Aine's uncle, Bob Corrigan, told a reporter that the Sinn Fein president had failed in his responsibilities as both a public representative and as an uncle. "I don't say that lightly. I'm a former republican prisoner who spent 10 years in Long Kesh." he said.

In 2006 Aine went to the PSNI and asked for the case against her father to be reopened. The following year he was arrested and questioned.

In 2008 he failed to turn up at a court in Northern Ireland to face sexual abuse charges. He fled to the Republic, saying he would not receive a fair trial.

Frustrated at how slowly the case was progressing, Aine waived her anonymity and went public in a UTV documentary in 2009. The case dragged on until 2011 when Liam Adams lost his extradition battle.

His first trial opened in Belfast Crown Court in April 2013. Gerry Adams was called as a prosecution witness.

It emerged that during a walk in the rain in Dundalk in 2000, Liam had confessed to his brother that he had raped Aine. But Gerry Adams failed to report this vital information to police for nine years. He never mentioned it when questioned by detectives about the abuse in 2007. It was only in 2009 - when UTV's Insight programme was being made - that he told police about the confession.

The court heard that the Sinn Féin president [Gerry Adams] had managed to report Aine's mother for having a "dirty home" and "poor hygiene" with her children - they had picked up nits at school.

The first trial collapsed because of legal issues, and the jury was discharged.
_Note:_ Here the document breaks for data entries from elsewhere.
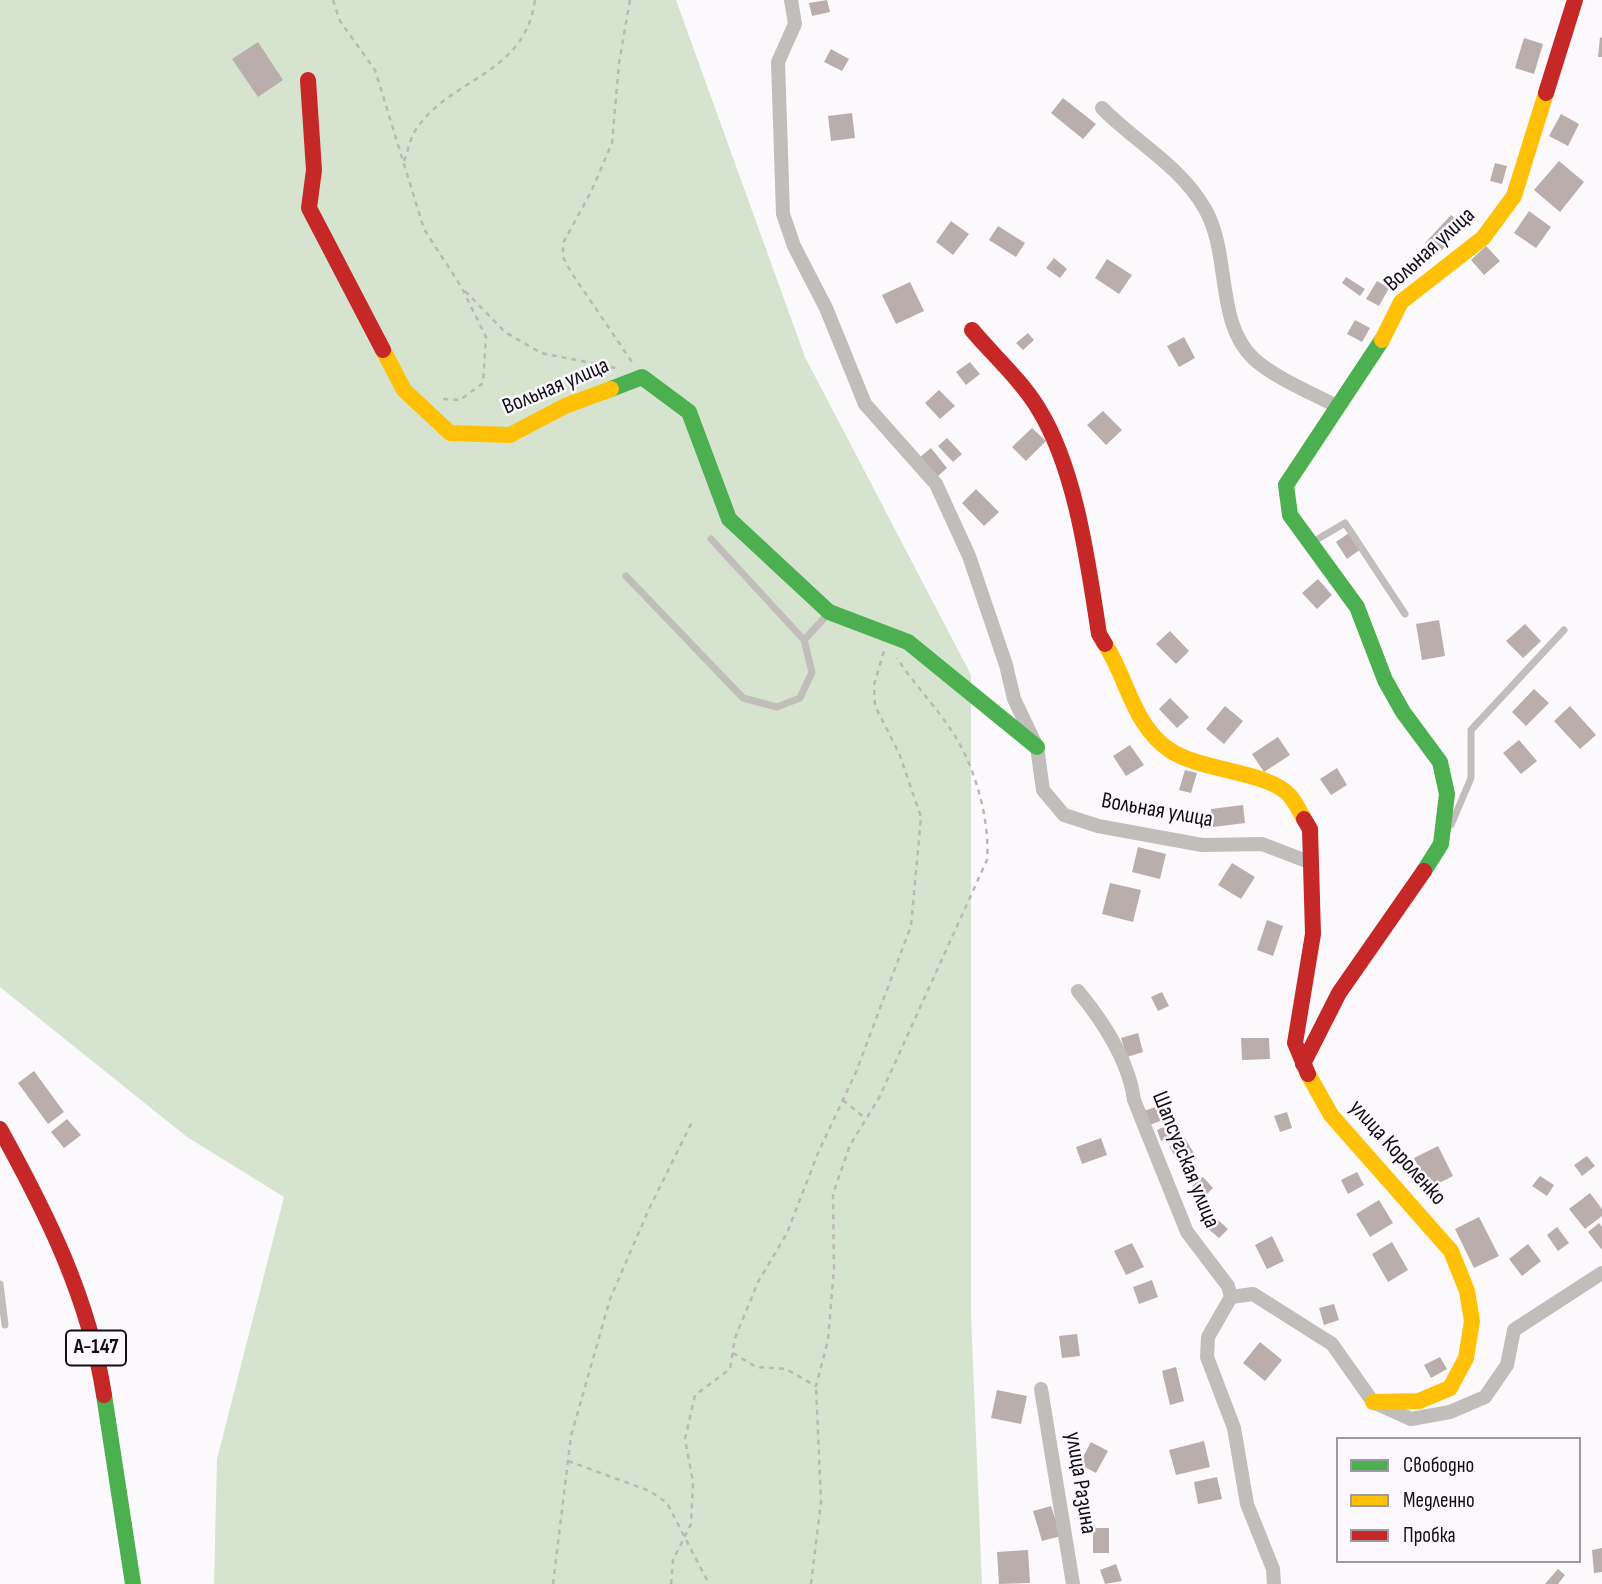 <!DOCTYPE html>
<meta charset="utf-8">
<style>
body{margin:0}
#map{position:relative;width:1602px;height:1584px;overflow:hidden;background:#fbf9fc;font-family:"Sofia Sans Condensed",sans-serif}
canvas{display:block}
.legend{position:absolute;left:1336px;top:1437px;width:245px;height:126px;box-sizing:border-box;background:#fbf8fd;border:2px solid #9e9aa1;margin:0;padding:9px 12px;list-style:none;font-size:21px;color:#120e16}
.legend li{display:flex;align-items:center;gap:14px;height:35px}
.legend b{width:35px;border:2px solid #9e9aa1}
</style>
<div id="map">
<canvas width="1602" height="1584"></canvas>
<ul class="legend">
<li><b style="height:9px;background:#4caf50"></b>Свободно</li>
<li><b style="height:9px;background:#ffc107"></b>Медленно</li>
<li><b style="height:9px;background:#c62828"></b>Пробка</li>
</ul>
</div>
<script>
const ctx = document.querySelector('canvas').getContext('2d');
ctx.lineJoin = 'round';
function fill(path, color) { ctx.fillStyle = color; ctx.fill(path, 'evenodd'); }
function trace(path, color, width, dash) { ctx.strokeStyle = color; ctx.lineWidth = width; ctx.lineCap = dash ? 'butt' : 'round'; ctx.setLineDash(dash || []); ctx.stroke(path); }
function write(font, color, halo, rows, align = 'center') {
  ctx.font = font + ' "Sofia Sans Condensed",sans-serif'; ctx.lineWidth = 5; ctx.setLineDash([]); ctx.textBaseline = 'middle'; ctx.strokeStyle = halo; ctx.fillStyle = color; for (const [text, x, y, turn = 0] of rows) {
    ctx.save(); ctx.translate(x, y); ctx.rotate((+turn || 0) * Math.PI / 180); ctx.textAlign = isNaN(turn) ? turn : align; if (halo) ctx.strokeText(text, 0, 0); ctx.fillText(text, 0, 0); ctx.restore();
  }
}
fill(new Path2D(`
 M0,0H676L805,357L971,675V1315L982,1584H214L217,1459L284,1197L187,1137L0,987Z`), '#d6e4cf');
fill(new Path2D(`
 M827,0L830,12L812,16L809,3Z
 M1600,37L1602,38V57H1598Z
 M1524,38L1543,44L1534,74L1515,68Z
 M258,42L283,80L258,97L232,59Z
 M831,49L849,59L842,71L824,62Z
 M1063,98L1096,124L1083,139L1051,113Z
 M852,113L855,138L831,141L828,116Z
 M1561,114L1579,124L1568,146L1549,136Z
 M1559,161L1584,182L1560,212L1534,190Z
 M1495,163L1507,166L1502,184L1490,181Z
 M1529,211L1551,227L1536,248L1514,233Z
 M1451,215L1464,227L1437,255L1425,243Z
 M951,221L969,234L953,255L936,242Z
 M998,226L1025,243L1016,257L989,240Z
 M1486,246L1500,261L1484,275L1471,260Z
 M1054,258L1067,269L1060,278L1046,268Z
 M1107,259L1132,275L1119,294L1095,278Z
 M1346,277L1365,289L1360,296L1342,283Z
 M1377,281L1389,288L1379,306L1366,299Z
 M910,282L924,311L896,324L882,295Z
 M1355,320L1370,328L1362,342L1347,334Z
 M1028,333L1034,340L1023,350L1016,343Z
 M1184,337L1195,358L1179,367L1167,346Z
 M970,362L980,374L966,385L956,372Z
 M939,390L955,406L940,419L925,403Z
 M1103,411L1122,430L1106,445L1087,425Z
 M1032,428L1046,441L1026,461L1012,447Z
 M947,438L962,454L953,462L938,446Z
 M931,448L947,468L937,477L920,457Z
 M976,489L999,512L984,526L962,503Z
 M1349,533L1361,549L1347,559L1336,542Z
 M1318,579L1332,595L1317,609L1302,593Z
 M1439,620L1445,656L1422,660L1416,624Z
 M1525,624L1541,641L1523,658L1506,641Z
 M1170,631L1189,651L1176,664L1156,644Z
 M1534,689L1549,703L1526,726L1512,712Z
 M1170,698L1189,717L1177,728L1159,709Z
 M1225,706L1243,721L1224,744L1206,729Z
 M1570,706L1596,735L1580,749L1554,721Z
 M1278,737L1290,755L1264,772L1252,754Z
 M1519,740L1537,761L1521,774L1503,753Z
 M1130,745L1144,765L1126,776L1113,756Z
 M1337,768L1347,785L1331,795L1320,779Z
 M1185,770L1197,773L1191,793L1179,790Z
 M1243,805L1245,823L1213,827L1211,809Z
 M1138,847L1166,854L1160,879L1132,872Z
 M1232,863L1255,877L1241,899L1218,885Z
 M1110,883L1141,890L1133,922L1102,914Z
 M1267,920L1283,926L1273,956L1257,950Z
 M1162,992L1169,1006L1158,1011L1151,997Z
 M1138,1033L1143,1052L1127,1057L1121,1038Z
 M1241,1038H1269L1270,1059L1242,1060Z
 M34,1071L64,1112L48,1124L18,1083Z
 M1161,1105L1166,1119L1149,1125L1144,1111Z
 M1287,1112L1292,1128L1280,1132L1274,1116Z
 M67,1119L81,1135L64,1148L51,1132Z
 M1172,1123L1177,1135L1161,1141L1157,1130Z
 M1184,1137L1197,1158L1181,1167L1169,1146Z
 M1101,1138L1107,1155L1082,1164L1076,1147Z
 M1438,1146L1453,1176L1429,1188L1414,1158Z
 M1587,1156L1595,1166L1582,1176L1574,1165Z
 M1357,1172L1364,1185L1348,1194L1341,1180Z
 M1540,1176L1554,1185L1547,1196L1532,1186Z
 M1203,1177L1213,1188L1203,1198L1192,1186Z
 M1590,1193L1602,1209V1216L1585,1229L1569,1209Z
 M1379,1200L1393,1223L1370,1237L1356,1214Z
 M1208,1211L1228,1229L1219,1238L1199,1221Z
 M1479,1217L1499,1256L1474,1268L1455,1229Z
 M1599,1223L1602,1227V1250L1588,1232Z
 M1557,1227L1569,1243L1558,1251L1547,1235Z
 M1272,1236L1284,1261L1267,1269L1255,1245Z
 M1392,1242L1408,1270L1388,1282L1372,1254Z
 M1132,1243L1144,1267L1126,1275L1114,1251Z
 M1528,1244L1541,1261L1522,1276L1509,1259Z
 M1152,1280L1158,1297L1139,1304L1133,1287Z
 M1334,1304L1339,1320L1324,1325L1319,1308Z
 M1077,1334L1080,1356L1062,1358L1059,1336Z
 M1260,1342L1282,1360L1265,1381L1243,1363Z
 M1440,1357L1447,1369L1431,1378L1424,1365Z
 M1176,1367L1184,1401L1170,1405L1162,1371Z
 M997,1390L1027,1396L1021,1424L991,1418Z
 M1204,1441L1210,1467L1176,1475L1169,1450Z
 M1091,1442L1108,1451L1096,1473L1079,1464Z
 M1217,1477L1222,1499L1198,1504L1194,1482Z
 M1051,1506L1061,1536L1042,1541L1033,1511Z
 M1093,1528H1109V1553H1093Z
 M1602,1548V1572L1594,1573L1592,1550Z
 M1028,1550L1030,1583L999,1584L997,1552Z
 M1116,1564L1122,1581L1105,1584L1100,1570Z
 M1558,1569L1565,1575L1558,1584H1545Z`), '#b9aeac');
trace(new Path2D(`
 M333,0L340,21L375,70L424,229L462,288L486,337L483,383L460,400L442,399
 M630,0L619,63L612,143L591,192L563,243V257L571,272L632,362
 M404,161C408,151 410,139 415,131C448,78 525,76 535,0
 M465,291L505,332L541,353L616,368
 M843,1100L866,1119
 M733,1353L756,1367L786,1369L816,1386L828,1340L834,1268L833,1194L850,1145L879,1098L987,860C990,823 977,774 958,741C942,713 915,686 897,658
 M568,1461L650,1491L667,1503L709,1584
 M553,1584L571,1436L610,1299L649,1209L693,1120
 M671,1584L673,1560L691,1524L693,1482L685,1439L695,1395L730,1369L735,1338L758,1282L787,1233L818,1153L856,1072L911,926L921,817L899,753L875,706L874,685L884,651
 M811,1584L821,1502L816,1386`), '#bab7b6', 2.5, [5, 5]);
trace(new Path2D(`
 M1311,543L1345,523L1405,614
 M626,576L743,698L777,707L800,698L812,672L804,640L711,539
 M804,640L829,613
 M1451,825L1471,778V730L1564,630
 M0,1284L5,1325`), '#c0bdbb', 7);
trace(new Path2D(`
 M791,0L795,24L778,62L783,214L794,246L826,308L865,404L936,484L969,556L1006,665L1014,699L1037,747L1043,790L1064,815L1098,826L1202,845L1262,844L1309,862
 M1102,108C1135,142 1181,166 1205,209C1231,254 1215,323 1254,359C1275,378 1314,394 1338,407
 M1078,991C1102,1020 1129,1061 1134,1100L1187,1232L1228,1286L1231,1297L1208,1337L1207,1357L1234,1428L1247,1504L1273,1569L1274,1584
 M1231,1297L1253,1294L1332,1344L1373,1402L1411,1419L1450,1412L1485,1397L1507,1365L1514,1330L1602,1273
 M1041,1389L1073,1584`), '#c0bdbb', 14);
trace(new Path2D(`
 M1382,340L1286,485L1290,515L1357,607L1385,680L1403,712L1440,762L1447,794L1441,844L1424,871
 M611,389L642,377L689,412L729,519L829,612L908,642L1037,747
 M104,1395L133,1584`), '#4caf50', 16);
trace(new Path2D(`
 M1382,340L1401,302L1483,238L1514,196L1546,93
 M383,350L404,390L450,433L510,435L565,406L611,389
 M1105,644C1128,680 1133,726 1171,751C1202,771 1271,772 1290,796C1296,803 1300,812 1304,819
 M1308,1074L1331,1115L1451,1251L1467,1291L1472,1321L1466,1358L1450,1388L1419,1401L1373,1402`), '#ffc107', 16);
trace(new Path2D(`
 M308,80L314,170L309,208L383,350
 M1546,93L1575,0
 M972,330C993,355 1021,380 1038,408C1076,469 1088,563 1099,634L1105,644
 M1304,819L1310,829L1313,934L1295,1043L1308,1074
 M1303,1064L1339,993L1424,871
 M0,1129C47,1214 89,1298 104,1395`), '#c62828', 16);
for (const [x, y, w] of [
 [96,1348,60]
]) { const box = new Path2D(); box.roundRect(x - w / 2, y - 17.5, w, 35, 5); ctx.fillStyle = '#fbf8fd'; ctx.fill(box); trace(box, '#120e16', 2); }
write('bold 21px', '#120e16', null, [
 ["А-147",96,1348]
]);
write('23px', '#120e16', '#fbf8fd', [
 ["Вольная улица",1430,250,-42],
 ["Вольная улица",556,387,-23],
 ["Вольная улица",1157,811,10],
 ["улица Короленко",1397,1153,48],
 ["Шапсугская улица",1185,1160,68],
 ["улица Разина",1080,1483,81]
]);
</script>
A new trial began in autumn 2013. Gerry Adams was not called as a witness this time.

On the first day Aine was due to give evidence, she suffered chest pains and was taken to hospital. But she refused to abandon the case.

When she gave graphic evidence about how her father had raped her, Liam Adams closed his eyes. She described the horror of being forced to perform a sex act on him. "I couldn't breathe. I was roasting. I could smell the drink off him. I felt like he had power over me." she said.

In her answers, he was never "my Daddy" but always "Liam Adams", showing the emotional detachment forced on her many years earlier. Liam Adams' decision to give evidence was surprising and likely sealed his fate with the jury of nine men and three women. He was his own worst enemy, with a tone and demeanour which came across as bullying.

He showed no emotion when the jury found him guilty on all 10 counts of rape and sexual abuse. His second wife Bronagh started to cry.

Aine too shed tears as she was hugged by relatives.



Outcome:

After the trial, Gerry Adams was asked in October 2013 why he did not report his brother sooner. "The police were aware over 20 years ago and there is a lot of disinformation being flung about." he said. "But let me say this, this has been and continues to be a huge ordeal for my family - we're a very large family - especially for Áine, but for all members of my family."

"And I think people need to be given the space to come to terms with all of that. And if it was your family, you would want the same respect and space and privacy on these matters."

Aine did not speak directly to the media, but in a statement read out by a police officer said she didn't see the verdict as a victory or celebration. "It has taken its toll and caused heartache and anguish." she said. "I can now begin my life at 40 and finally lay to rest the memory of the girl who was abused."